**Raw data**:

■ ■ ■

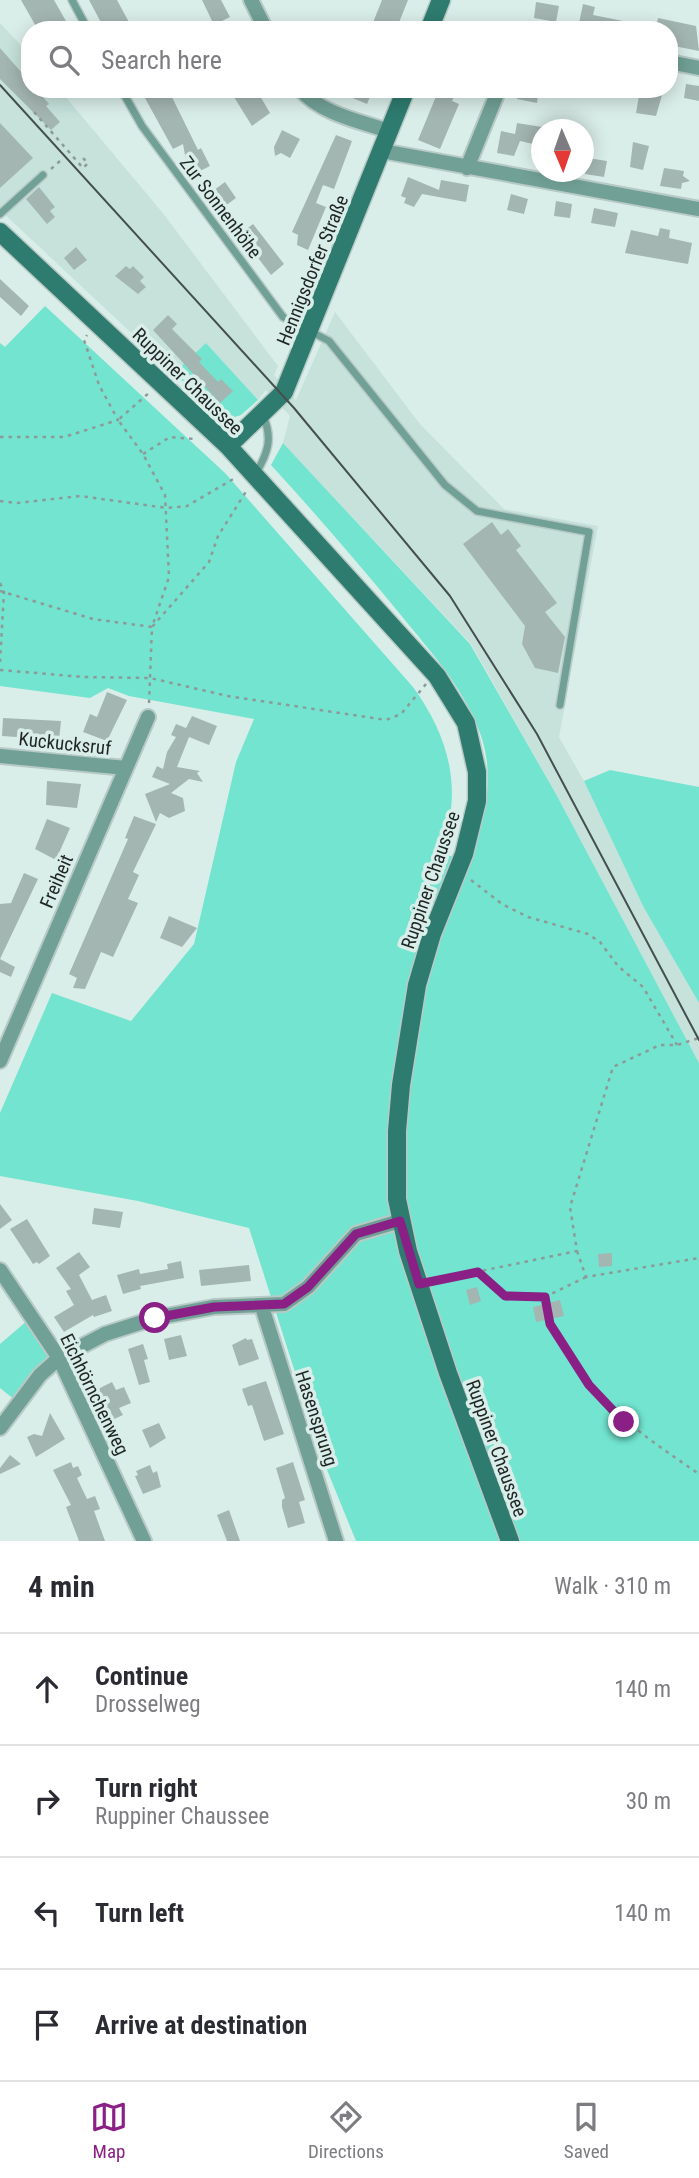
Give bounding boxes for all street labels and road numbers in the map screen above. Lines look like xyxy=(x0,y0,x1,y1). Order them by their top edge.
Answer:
street label: Zur Sonnenhöhe xyxy=(175,152,266,263)
street label: Hennigsdorfer Straße xyxy=(272,192,353,349)
street label: Ruppiner Chaussee xyxy=(128,323,247,440)
street label: Kuckucksruf xyxy=(18,727,112,760)
street label: Ruppiner Chaussee xyxy=(396,808,465,952)
street label: Freiheit xyxy=(35,851,78,911)
street label: Eichhörnchenweg xyxy=(55,1330,134,1459)
street label: Hasensprung xyxy=(290,1367,343,1469)
street label: Ruppiner Chaussee xyxy=(461,1377,532,1520)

■ ■ ■

**Exercise goal**:
Quote the material in full and exactly; do not carry over its pictures.

**The answer**:
Give bounding boxes for all street labels and road numbers in the map screen above. Lines look like xyxy=(x0,y0,x1,y1). Order them by their top edge.
Answer:
street label: Zur Sonnenhöhe xyxy=(175,152,266,263)
street label: Hennigsdorfer Straße xyxy=(272,192,353,349)
street label: Ruppiner Chaussee xyxy=(128,323,247,440)
street label: Kuckucksruf xyxy=(18,727,112,760)
street label: Ruppiner Chaussee xyxy=(396,808,465,952)
street label: Freiheit xyxy=(35,851,78,911)
street label: Eichhörnchenweg xyxy=(55,1330,134,1459)
street label: Hasensprung xyxy=(290,1367,343,1469)
street label: Ruppiner Chaussee xyxy=(461,1377,532,1520)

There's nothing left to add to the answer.